The need for Agile Innovation

Big Bang Innovation

We are occasionally asked by organisation why they shouldn’t simply bring in the large consulting firms to solve their development challenges?  We are absolutely not against large consulting organisations.  Program execution with a large Life science company often demands large and well resourced vendor firms to deploy change. We work with these companies.

However, we believe that innovation cannot be created by committees.  Big project innovation requires big project management and big budgets.  The only sure thing in these kinds of innovation programs will be high expense and long durations.  Agile – by definition – is about keeping things lean and fast.

Agile Innovation

The term ‘Agile’ has been used and abused. However, in software development terms, it has been applied with tremendous success for a number of years.

When defining our innovation consulting offering, we decided to apply a number of the methods used in agile development to innovation.  The root of the agile approach derived relatively recently, from a small team formed back in 2001 that defined the ‘agile manifesto’.  This approach was specifically designed to redirect a focus in the way software development was carried out;

  • Individuals and interactions over processes and tools
  • Working software over comprehensive documentation
  • Customer collaboration over contract negotiation
  • Responding to change over following a plan

Lets look at each of these in turn, and discuss how they apply to the field of innovation in clinical research.

Individuals and interactions over processes and tools

As someone who has worked on both tools and processes extensively, I first of all baulked at the idea of them being put aside.  However that is not the point. The idea is more to focus on the individuals that participate in an activity and to determine how they interact.  This may lead to processes and tools, but it is not the processes and tools that come first.

Working software over comprehensive documentation

A nice one – of course we cannot do away with some form of documentation – but, ultimately, it is the working software that really matters.  In recent years, we have seen better designed software actually supplement documentation.   Basically – it is self explanatory and does not need exhaustive words to understand how to configure or use it.

Customer collaboration over contract negotiation

An interesting concept … but surely we need to work within a contract …  yes. What is suggested here is that the terms of a contract should not necessarily govern the effective design of the solution.   Collaboration will define the details of a solution to meet requirements.

Responding to change over following a plan

My personal favourite.  This is saying that handling change is more critical than adhering to an original plan. Lots of new information and ideas are usually uncovered during the process and it’s only natural that these are incorporated during the process. The way we like to interpret that is that the change aspect of project management takes priority.

Innovation Manifesto

When executing innovation in a life sciences R&D group we can take the above manifesto principles and apply them specifically against the challenges we see.

Individuals and interactions over processes and tools

Typically a set of processes within a clinical R&D section are put together after the process has already been implemented. They rarely describe the use of technology and they rarely attempt to optimise work methods.  They document.
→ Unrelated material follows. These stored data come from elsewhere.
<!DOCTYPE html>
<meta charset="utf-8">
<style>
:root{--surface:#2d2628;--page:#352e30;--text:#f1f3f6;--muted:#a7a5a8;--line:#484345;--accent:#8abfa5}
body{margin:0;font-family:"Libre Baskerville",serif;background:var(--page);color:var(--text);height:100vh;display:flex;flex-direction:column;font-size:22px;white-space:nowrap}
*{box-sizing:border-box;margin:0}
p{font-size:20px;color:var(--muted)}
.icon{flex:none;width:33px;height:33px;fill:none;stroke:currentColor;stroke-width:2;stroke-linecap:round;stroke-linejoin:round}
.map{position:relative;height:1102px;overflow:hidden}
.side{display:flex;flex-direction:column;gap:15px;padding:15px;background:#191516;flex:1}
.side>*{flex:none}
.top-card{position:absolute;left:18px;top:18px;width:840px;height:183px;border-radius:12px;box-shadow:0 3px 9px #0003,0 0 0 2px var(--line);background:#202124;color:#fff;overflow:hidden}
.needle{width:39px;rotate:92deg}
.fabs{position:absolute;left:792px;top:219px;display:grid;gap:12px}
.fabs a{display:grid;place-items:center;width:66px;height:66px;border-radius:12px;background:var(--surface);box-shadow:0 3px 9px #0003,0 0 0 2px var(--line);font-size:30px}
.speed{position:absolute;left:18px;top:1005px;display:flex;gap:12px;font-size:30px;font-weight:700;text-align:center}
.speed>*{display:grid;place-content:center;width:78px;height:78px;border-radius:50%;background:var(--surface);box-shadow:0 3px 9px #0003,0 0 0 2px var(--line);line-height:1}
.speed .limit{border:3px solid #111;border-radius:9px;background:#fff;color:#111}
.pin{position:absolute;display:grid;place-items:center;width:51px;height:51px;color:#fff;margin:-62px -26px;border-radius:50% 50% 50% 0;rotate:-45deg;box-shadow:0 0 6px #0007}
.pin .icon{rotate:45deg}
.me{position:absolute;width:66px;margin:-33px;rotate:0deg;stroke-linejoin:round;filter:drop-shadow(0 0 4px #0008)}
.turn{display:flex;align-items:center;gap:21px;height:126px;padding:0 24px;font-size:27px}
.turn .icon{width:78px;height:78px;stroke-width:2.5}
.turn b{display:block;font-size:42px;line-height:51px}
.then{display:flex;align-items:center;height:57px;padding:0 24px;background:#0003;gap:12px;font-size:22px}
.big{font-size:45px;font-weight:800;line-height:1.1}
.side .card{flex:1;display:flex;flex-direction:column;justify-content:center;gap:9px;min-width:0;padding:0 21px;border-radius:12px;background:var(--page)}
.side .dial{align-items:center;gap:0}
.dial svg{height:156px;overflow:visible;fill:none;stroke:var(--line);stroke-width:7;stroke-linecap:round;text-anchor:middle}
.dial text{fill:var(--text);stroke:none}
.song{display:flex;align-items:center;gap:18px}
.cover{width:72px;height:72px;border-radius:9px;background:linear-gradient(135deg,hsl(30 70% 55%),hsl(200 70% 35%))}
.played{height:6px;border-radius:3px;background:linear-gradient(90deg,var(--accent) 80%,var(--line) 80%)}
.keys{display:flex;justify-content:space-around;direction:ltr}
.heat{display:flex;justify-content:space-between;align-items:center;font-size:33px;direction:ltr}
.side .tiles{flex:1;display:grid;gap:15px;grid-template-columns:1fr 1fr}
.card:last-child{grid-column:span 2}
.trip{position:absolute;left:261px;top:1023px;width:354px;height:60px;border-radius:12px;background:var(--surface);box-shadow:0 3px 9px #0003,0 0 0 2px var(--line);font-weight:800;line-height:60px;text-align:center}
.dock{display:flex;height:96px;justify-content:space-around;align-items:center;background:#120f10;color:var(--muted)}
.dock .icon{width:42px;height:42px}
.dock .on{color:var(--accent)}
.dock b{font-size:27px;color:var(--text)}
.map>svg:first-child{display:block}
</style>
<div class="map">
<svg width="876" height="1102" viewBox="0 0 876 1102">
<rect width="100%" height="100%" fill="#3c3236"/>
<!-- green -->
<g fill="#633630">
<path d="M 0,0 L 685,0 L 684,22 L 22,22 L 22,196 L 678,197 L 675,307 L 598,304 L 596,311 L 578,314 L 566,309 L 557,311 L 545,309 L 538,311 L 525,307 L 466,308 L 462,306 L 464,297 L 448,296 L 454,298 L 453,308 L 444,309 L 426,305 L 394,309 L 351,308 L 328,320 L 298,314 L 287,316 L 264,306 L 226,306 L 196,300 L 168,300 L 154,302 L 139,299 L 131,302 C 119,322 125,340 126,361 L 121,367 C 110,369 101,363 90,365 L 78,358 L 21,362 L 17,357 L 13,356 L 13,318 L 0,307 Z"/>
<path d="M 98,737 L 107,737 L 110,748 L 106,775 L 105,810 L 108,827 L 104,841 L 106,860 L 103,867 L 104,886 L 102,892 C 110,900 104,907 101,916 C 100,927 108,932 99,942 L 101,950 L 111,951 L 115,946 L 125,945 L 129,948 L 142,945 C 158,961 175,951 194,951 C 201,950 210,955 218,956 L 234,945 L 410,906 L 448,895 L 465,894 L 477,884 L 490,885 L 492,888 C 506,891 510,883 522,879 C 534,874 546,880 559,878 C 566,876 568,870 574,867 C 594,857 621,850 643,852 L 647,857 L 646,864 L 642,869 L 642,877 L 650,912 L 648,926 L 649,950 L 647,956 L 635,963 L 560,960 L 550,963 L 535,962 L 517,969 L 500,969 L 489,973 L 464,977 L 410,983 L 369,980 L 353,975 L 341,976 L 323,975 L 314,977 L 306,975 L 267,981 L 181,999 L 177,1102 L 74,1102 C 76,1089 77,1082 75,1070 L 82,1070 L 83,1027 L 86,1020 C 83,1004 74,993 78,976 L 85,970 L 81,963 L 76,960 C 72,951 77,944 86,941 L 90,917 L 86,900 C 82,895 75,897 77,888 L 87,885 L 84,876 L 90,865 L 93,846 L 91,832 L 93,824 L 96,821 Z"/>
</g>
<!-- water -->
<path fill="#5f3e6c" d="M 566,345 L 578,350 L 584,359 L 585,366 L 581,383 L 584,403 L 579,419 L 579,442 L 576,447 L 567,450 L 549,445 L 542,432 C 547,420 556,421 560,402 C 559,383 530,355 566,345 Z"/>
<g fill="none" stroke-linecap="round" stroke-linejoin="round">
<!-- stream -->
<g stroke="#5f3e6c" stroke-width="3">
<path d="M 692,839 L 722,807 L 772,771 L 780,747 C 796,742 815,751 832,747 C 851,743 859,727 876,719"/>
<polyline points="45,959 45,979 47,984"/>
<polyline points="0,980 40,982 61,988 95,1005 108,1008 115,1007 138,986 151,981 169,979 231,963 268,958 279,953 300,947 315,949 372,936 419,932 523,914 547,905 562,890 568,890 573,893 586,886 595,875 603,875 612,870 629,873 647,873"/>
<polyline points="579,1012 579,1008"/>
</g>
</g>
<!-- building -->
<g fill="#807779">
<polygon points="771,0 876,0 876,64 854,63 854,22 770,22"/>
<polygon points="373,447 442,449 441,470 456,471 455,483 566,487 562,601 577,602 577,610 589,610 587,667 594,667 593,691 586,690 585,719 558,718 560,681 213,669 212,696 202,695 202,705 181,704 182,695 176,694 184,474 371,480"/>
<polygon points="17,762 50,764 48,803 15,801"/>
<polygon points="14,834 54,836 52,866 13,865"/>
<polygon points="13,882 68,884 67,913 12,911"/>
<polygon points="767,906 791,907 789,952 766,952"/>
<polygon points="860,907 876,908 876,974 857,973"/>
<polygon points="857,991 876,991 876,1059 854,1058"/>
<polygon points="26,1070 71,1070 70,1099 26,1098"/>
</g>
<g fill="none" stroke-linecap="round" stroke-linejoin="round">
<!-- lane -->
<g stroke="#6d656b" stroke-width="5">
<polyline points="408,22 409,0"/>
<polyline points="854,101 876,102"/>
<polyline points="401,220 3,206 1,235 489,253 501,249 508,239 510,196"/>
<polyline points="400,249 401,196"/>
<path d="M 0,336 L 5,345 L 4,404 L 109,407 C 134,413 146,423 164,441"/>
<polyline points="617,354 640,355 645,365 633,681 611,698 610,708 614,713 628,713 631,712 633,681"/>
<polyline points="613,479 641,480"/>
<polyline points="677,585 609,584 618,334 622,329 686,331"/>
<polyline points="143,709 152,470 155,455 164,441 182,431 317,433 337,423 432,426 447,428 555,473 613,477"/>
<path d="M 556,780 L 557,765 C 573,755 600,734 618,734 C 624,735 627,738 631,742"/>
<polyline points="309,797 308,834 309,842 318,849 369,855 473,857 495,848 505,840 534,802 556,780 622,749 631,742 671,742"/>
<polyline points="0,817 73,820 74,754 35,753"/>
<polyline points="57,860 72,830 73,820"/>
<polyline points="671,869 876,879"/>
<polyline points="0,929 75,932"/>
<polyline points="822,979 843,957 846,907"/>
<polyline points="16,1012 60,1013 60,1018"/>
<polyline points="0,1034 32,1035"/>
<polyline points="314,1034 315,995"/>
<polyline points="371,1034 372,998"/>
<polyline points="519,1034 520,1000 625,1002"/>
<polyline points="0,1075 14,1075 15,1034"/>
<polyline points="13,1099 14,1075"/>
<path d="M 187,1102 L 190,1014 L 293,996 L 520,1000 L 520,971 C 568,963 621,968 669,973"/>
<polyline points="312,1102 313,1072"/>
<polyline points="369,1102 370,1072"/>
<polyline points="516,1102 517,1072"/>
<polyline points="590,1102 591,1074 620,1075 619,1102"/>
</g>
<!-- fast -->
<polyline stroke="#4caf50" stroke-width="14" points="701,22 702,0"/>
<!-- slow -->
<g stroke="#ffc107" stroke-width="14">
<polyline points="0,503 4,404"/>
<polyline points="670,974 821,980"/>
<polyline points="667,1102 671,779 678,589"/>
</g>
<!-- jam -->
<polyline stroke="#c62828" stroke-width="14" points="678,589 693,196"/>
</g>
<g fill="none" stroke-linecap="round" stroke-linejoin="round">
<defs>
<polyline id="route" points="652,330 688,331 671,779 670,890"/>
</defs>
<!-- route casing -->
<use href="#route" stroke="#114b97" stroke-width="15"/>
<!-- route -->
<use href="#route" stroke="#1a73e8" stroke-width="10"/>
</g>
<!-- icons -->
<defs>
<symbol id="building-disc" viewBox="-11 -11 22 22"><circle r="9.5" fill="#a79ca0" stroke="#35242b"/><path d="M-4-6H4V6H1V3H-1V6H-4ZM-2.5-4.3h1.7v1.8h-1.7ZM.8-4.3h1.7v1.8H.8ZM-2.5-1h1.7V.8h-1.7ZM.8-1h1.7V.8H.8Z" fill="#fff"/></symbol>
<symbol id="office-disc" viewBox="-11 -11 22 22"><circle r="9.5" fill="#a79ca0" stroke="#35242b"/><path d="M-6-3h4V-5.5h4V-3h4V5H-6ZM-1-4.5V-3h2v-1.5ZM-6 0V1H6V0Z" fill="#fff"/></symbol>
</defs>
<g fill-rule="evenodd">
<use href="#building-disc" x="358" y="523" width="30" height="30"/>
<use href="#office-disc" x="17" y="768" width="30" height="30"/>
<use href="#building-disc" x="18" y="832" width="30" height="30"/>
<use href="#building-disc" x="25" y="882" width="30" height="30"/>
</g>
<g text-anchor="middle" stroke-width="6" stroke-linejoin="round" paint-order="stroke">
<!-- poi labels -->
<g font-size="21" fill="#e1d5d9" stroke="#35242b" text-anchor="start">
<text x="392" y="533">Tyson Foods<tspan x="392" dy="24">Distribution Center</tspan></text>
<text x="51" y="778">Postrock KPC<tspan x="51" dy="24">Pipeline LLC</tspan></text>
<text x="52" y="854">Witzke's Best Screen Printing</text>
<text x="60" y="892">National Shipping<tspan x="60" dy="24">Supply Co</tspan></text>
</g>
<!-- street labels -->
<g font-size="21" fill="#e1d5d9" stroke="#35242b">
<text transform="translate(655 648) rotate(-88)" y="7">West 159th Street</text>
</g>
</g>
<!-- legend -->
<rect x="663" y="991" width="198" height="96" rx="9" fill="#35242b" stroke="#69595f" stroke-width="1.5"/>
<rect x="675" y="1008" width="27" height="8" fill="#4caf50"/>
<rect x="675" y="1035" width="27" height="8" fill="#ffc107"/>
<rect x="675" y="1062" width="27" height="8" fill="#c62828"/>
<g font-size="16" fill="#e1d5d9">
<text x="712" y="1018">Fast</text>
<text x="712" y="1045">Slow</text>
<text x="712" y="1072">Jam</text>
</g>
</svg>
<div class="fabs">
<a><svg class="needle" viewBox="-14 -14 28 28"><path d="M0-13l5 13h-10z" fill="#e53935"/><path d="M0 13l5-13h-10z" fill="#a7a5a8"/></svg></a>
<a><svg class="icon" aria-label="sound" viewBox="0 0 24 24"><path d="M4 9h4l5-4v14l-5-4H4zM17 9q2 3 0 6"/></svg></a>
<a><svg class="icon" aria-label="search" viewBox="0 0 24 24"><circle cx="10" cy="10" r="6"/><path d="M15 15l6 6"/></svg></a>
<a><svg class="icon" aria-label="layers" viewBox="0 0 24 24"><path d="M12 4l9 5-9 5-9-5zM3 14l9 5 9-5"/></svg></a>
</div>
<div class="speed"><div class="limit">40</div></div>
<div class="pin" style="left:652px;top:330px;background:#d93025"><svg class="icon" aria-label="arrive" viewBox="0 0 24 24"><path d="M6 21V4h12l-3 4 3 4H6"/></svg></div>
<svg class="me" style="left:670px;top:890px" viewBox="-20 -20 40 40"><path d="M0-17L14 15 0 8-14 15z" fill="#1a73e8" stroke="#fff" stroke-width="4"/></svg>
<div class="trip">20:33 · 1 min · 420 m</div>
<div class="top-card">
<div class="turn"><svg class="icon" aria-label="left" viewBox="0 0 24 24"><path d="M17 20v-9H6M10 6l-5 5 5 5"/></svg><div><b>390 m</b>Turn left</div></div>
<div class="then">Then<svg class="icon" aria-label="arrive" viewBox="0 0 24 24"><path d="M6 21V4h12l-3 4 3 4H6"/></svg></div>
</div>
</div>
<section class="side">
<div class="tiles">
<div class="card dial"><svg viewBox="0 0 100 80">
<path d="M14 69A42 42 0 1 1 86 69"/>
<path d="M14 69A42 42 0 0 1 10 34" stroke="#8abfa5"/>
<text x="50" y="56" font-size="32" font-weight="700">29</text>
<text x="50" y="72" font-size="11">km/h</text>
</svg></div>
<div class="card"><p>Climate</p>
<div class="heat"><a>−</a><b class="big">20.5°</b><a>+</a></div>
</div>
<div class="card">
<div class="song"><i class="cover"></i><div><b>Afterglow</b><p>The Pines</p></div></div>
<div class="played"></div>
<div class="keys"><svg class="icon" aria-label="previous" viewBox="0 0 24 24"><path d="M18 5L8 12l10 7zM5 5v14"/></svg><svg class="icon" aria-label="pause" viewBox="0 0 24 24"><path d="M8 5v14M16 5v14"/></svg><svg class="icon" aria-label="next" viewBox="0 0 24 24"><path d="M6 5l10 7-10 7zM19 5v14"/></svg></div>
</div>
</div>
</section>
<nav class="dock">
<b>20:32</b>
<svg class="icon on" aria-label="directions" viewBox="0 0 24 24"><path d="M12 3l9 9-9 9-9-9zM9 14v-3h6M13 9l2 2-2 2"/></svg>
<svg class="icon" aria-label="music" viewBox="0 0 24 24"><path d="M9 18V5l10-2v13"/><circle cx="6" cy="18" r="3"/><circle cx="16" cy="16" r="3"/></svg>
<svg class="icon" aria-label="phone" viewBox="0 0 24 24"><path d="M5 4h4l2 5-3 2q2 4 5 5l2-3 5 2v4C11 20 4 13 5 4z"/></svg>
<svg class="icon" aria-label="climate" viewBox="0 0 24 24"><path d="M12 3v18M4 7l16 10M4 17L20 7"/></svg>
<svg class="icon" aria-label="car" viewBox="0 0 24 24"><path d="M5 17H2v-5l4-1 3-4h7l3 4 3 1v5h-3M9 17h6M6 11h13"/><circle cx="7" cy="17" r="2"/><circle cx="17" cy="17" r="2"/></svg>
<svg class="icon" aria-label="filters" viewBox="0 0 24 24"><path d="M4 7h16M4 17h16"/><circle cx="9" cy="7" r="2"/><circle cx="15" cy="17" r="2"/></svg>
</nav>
With a focus on individuals and interactions, we analyse how people work with tools and process.  We measure, assess and appreciate what works, and what does not work.  The resulting picture gives the information necessary to make decisions that may influence people , processes or technology.  We document the ‘as-is’, but also highlight to potential for ‘to-be’ processes, people and technology.

Working software over comprehensive documentation

This may seem like a high risk approach in Clinical R&D – but, when used appropriately, we believe it is correct.   Pharma does not want faulty software supported by good documentation.    The correct emphasis here will ensure that the software is as good as it needs to be and well documented so that any  gaps in understanding are filled.

Customer collaboration over contract negotiation

Innovation is all about collaboration.   When the eClinicalHealth team enters into an innovation project, our first step is collaborative discovery.  It is about jointly understanding – and documenting – the organisational challenges, and the potential improvement opportunities.   Contract negotiations still occur, but as part of the process and not at the cost of effective innovation.

Responding to change over following a plan

We do believe in plans – plans are important – they set out a schedule, list of actions and responsibilities.  However, even more important in Clinical R&D Innovation is the need to adjust this plan as priorities are seen to shift.   A plan is simply a representation of your approach based on the information at any given time and as new information is uncovered, plans also must be adapted.  It is how the changes are effectively managed that is important.  Unmanaged change is chaos.

Measuring success in agile innovation

Failure to measure innovation is, failure to innovate.

Innovation is the start point. It is about putting together a solid evidence case for change.  Executives need facts, backed by figures, to support business spend.  Without the facts – risks are high, and failure increasingly likely.